• TASK STATEMENT: Beneath this line are the data; copy exactly the part of them that opens with the line containing "inset:0; background:#cccac5; transform-origin:0" and closes with the line containing "filter:drop-shadow(1px 0 #b5b8bc)", and only that part.

------------------------------------

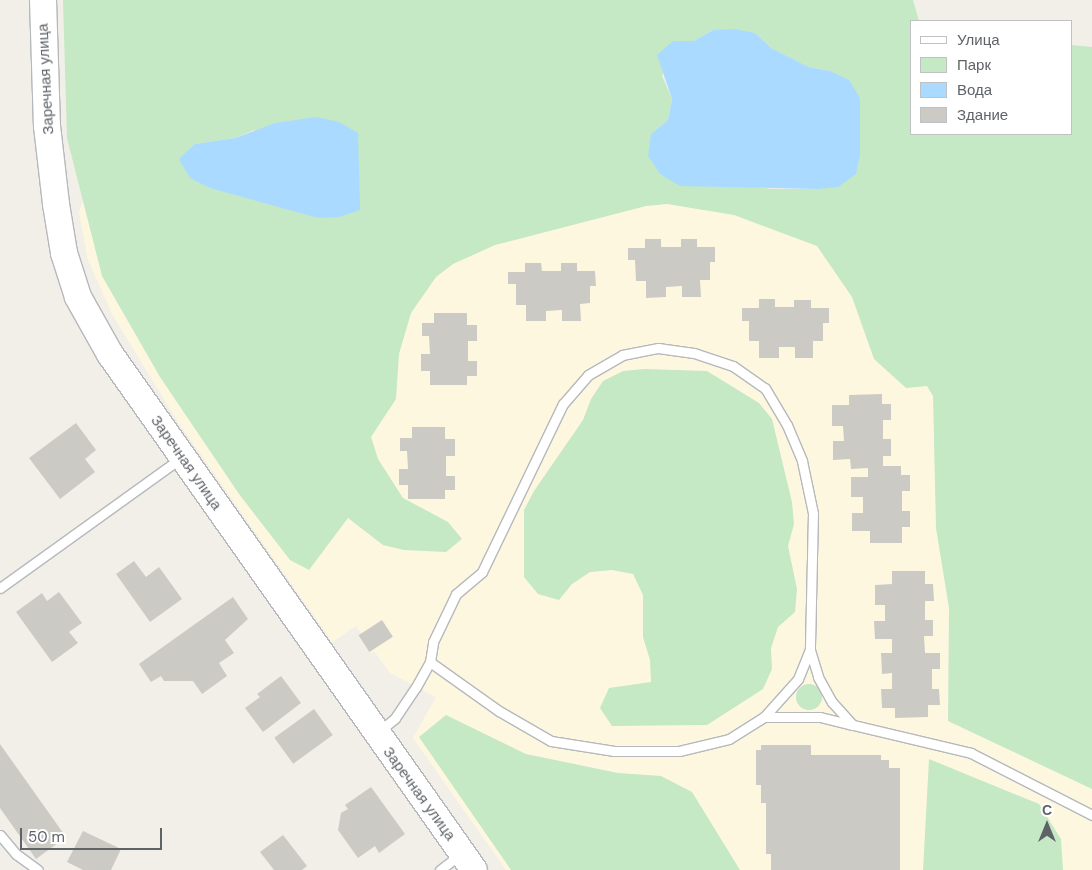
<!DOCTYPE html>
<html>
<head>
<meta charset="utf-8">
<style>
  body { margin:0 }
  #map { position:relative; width:1092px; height:870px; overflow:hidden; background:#f1efe8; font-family:"DM Sans",sans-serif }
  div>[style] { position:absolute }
  .commercial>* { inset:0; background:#fef7e0 }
  .green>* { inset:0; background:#c5e8c5 }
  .round { border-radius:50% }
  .water>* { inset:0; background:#aadaff }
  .building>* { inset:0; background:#cccac5; transform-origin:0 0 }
  .roads { filter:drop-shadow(1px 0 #b5b8bc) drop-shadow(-1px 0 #b5b8bc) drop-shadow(0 1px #b5b8bc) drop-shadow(0 -1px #b5b8bc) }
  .service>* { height:9px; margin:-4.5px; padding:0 4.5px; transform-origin:4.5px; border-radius:4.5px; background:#fff }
  .secondary>* { height:26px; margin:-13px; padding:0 13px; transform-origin:13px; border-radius:13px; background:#fff }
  span { translate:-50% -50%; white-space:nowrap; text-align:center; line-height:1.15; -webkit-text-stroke:4.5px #fff; paint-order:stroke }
  .street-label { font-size:15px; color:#5f6368 }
  .legend { position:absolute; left:910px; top:20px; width:162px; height:115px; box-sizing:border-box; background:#fff; border:1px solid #bfc1c3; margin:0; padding:6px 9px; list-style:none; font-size:15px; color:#5f6368 }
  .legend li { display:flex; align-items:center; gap:10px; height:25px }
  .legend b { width:25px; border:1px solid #bfc1c3 }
  .north { position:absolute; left:1022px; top:800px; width:50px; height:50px; -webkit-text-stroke:4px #fff; paint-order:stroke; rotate:0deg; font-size:14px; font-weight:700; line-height:20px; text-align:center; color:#5f6368 }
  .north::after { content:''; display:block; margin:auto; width:18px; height:22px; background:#5f6368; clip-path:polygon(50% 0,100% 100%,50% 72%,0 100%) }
  .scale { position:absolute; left:20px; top:828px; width:142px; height:22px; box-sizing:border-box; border:2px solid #5f6368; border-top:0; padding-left:6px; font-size:15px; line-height:18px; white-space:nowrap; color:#5f6368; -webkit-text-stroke:4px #fff; paint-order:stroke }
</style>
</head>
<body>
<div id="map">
  <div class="commercial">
    <div style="clip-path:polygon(88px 187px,259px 228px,548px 189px,839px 209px,900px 310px,945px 426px,1092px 761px,1092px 870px,506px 870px,413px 738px,436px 697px,390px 673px,374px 651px,371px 653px,359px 636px,362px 634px,356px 626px,332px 642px,178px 422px,112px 314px,88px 260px,79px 212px)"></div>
  </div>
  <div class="green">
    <div style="clip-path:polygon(evenodd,63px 0,913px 0,919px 21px,911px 21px,911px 134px,1071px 134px,1071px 45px,1092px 47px,1092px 789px,948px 721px,949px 608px,936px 528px,933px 396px,927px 386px,906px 388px,874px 359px,852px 297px,817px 246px,734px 215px,667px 204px,646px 206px,495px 245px,453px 264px,436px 277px,411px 313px,399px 354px,396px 399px,371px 437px,378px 459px,403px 498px,448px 522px,462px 539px,446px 552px,404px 550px,383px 545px,348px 518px,309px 570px,290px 560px,239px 494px,160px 377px,102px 276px,67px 138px,63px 0,713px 30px,755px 33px,771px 48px,809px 67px,830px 71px,860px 98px,860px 154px,817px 189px,772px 189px,748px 186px,651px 134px,668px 120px,672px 99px,662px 76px,673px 41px,694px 41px,713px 30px,63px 0,254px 130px,360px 189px,318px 218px,275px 205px,195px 144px,235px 138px,254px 130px)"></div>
    <div style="clip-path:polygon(644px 369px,707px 371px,759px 403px,772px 419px,792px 502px,794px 524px,788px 546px,797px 589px,795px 612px,778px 627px,771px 648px,772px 669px,763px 689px,707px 725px,612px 726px,600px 708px,609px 688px,651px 682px,650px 660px,643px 637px,643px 595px,633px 574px,612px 570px,590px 572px,572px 584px,559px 600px,538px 594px,524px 577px,524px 510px,534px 491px,583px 420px,591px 399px,603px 381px,623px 371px)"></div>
    <div class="round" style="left:796px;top:684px;width:26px;height:26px"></div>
    <div style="clip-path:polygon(446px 715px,526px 754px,618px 773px,661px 776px,692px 792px,740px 870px,511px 870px,419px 737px)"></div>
    <div style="clip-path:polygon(929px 759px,1039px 804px,1061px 839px,1063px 870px,923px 870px)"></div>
  </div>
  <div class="water">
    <div style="clip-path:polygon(734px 29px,755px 33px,771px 48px,809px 67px,830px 71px,849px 80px,860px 98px,860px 154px,856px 174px,838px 187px,817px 189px,680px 186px,660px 174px,648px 156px,651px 134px,668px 120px,672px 99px,657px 55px,673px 41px,694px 41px,713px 30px)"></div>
    <div style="clip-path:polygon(317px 117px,339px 122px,358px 133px,360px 210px,339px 217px,318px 218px,210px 188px,190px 178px,179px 159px,195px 144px,235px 138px,275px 123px)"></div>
  </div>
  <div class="building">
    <div style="clip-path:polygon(645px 239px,661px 239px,661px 247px,681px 247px,681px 239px,697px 239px,697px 247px,715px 247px,715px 262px,710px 262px,710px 280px,700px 280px,701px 297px,682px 297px,682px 286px,666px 287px,666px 297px,646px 298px,646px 281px,636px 281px,635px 260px,628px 260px,628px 248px,645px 248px)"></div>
    <div style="clip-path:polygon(525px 263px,541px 263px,542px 271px,561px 271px,561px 263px,577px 263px,577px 271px,595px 271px,596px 286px,590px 286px,590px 303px,580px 304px,581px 321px,562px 321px,562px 310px,546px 311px,546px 321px,526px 321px,526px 305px,516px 305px,516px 284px,508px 284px,508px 272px,525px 272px)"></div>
    <div style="clip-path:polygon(759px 299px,775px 299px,775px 307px,794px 307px,794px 300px,811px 300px,811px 308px,829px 308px,829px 323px,823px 323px,823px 341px,813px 341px,813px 358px,795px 358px,795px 347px,779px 347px,779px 358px,759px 358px,759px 341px,749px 341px,749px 321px,742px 321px,742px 308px,759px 308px)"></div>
    <div style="clip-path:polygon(434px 313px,467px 313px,467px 325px,477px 325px,477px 341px,468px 341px,468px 361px,477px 361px,477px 376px,467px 376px,467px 385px,430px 385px,430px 371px,421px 371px,421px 354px,430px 354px,429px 336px,422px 336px,422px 323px,434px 323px)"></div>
    <div style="clip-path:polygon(882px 394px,882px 404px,891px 404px,891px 420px,883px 420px,883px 439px,891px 439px,891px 456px,883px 456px,883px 466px,901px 466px,901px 475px,910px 475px,910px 491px,902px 491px,902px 511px,910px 511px,910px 527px,902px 527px,902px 543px,870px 543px,870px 531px,852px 531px,852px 513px,863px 513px,863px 497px,851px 497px,851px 477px,868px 477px,868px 468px,851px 469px,850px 459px,833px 460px,833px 441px,844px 441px,843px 426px,832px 426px,832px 405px,849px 405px,849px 395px)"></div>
    <div style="clip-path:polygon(76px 423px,96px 450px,85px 459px,95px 472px,60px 499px,29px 458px)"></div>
    <div style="clip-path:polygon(412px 427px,445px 427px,445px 439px,455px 439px,455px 456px,446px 456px,446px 476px,455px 476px,455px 490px,445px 490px,445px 499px,408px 499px,408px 485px,399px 485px,399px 469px,408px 469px,407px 451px,400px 451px,400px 438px,412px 438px)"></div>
    <div style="clip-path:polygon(134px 561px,146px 577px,159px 567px,182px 599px,150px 622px,116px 574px)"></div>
    <div style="clip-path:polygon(892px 571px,925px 571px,925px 584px,933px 584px,934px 601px,925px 601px,925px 620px,933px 620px,933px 636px,924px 636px,925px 653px,940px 653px,940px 669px,932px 669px,932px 689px,939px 689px,940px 705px,928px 705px,928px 717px,895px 718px,895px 708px,882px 708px,881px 689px,892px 689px,892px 673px,882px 674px,881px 653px,892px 653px,892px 639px,875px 639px,874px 621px,885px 621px,885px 605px,875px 605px,875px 585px,892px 584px)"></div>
    <div style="clip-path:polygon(59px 592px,82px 623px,69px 632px,78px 643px,52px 662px,16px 612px,42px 593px,47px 601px)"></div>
    <div style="clip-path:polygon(233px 597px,248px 619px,225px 640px,234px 653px,219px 663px,227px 676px,202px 694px,193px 681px,164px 681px,161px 676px,151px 682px,139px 664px)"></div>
    <div style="left:382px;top:620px;width:20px;height:28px;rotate:57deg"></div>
    <div style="clip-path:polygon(281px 676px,301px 703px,263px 732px,245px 708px,260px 697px,257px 694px)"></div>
    <div style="left:314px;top:709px;width:32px;height:49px;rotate:54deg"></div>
    <div style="clip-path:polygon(0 744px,66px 837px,36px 859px,0 808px)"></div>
    <div style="clip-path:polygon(761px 745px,811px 745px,811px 755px,881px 755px,881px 760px,889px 760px,889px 768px,900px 768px,900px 870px,771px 870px,771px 854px,766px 854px,766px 803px,761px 803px,761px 785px,756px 785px,756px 750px,761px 750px)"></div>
    <div style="clip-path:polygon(371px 787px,405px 834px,379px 853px,375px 846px,358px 858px,338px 830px,341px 813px,348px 809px,345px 805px)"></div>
    <div style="clip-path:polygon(83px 831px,121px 849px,111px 870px,83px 870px,67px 862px)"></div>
    <div style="clip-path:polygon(283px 835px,307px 866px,302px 870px,274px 870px,260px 852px)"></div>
  </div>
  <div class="roads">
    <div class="service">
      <div style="left:0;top:588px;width:224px;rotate:-35.7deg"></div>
      <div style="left:430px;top:662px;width:85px;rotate:35.4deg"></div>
      <div style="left:499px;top:711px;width:60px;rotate:30deg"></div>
      <div style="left:551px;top:741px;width:64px;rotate:9deg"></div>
      <div style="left:614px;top:751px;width:65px"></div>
      <div style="left:679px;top:751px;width:51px;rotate:-13.5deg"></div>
      <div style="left:729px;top:739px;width:41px;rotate:-32.2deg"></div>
      <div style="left:764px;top:717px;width:51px;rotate:-48.2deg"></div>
      <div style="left:798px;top:679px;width:31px;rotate:-68deg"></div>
      <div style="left:764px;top:717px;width:56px"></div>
      <div style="left:820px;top:717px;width:33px;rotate:14deg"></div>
      <div style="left:378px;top:732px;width:22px;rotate:-39deg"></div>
      <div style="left:395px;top:718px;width:37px;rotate:-56deg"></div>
      <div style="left:416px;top:687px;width:29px;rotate:-61deg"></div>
      <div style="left:430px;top:662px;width:20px;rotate:-81deg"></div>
      <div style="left:433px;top:642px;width:53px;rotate:-64.4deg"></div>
      <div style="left:456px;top:594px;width:34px;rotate:-40deg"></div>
      <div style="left:482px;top:572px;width:187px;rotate:-64.3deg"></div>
      <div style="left:563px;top:404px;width:38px;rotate:-49deg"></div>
      <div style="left:588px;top:375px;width:39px;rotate:-30deg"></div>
      <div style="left:622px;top:355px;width:37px;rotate:-11deg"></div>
      <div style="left:658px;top:348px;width:36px;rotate:8deg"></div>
      <div style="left:694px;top:353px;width:41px;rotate:18.4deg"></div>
      <div style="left:733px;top:366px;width:39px;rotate:35deg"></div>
      <div style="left:765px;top:388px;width:43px;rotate:59.3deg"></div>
      <div style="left:787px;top:425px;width:39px;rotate:67deg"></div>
      <div style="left:802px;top:461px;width:53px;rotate:78.1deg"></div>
      <div style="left:813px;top:513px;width:137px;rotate:91.3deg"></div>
      <div style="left:810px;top:650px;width:28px;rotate:73deg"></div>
      <div style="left:818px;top:677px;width:29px;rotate:61deg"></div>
      <div style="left:832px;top:702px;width:31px;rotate:48deg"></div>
      <div style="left:853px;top:725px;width:121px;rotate:13.3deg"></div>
      <div style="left:971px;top:753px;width:136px;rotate:27.1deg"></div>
      <div style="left:0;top:835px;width:25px;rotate:50deg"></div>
      <div style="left:16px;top:854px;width:27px;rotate:36deg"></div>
      <div style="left:440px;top:870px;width:24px;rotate:-38deg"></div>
    </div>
    <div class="secondary">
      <div style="left:43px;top:0;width:126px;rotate:88.2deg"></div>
      <div style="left:47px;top:126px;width:79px;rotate:83.4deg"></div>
      <div style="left:56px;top:204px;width:50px;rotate:80.7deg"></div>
      <div style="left:64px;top:253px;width:46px;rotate:72.3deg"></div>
      <div style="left:78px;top:297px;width:65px;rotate:60.7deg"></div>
      <div style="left:110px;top:354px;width:631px;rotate:54.8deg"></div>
    </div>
  </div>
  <div class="street-label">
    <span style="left:46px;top:79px;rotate:-93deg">Заречная улица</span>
    <span style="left:186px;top:463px;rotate:55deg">Заречная улица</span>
    <span style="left:419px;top:794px;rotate:54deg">Заречная улица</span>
  </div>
  <ul class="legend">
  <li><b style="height:6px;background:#fff"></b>Улица</li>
  <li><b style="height:14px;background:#c5e8c5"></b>Парк</li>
  <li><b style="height:14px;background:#aadaff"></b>Вода</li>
  <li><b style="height:14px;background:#cccac5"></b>Здание</li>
  </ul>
  <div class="north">С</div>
  <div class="scale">50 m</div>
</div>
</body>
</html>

------------------------------------

• FINAL ANSWER:
  .building>* { inset:0; background:#cccac5; transform-origin:0 0 }
  .roads { filter:drop-shadow(1px 0 #b5b8bc) drop-shadow(-1px 0 #b5b8bc) drop-shadow(0 1px #b5b8bc) drop-shadow(0 -1px #b5b8bc) }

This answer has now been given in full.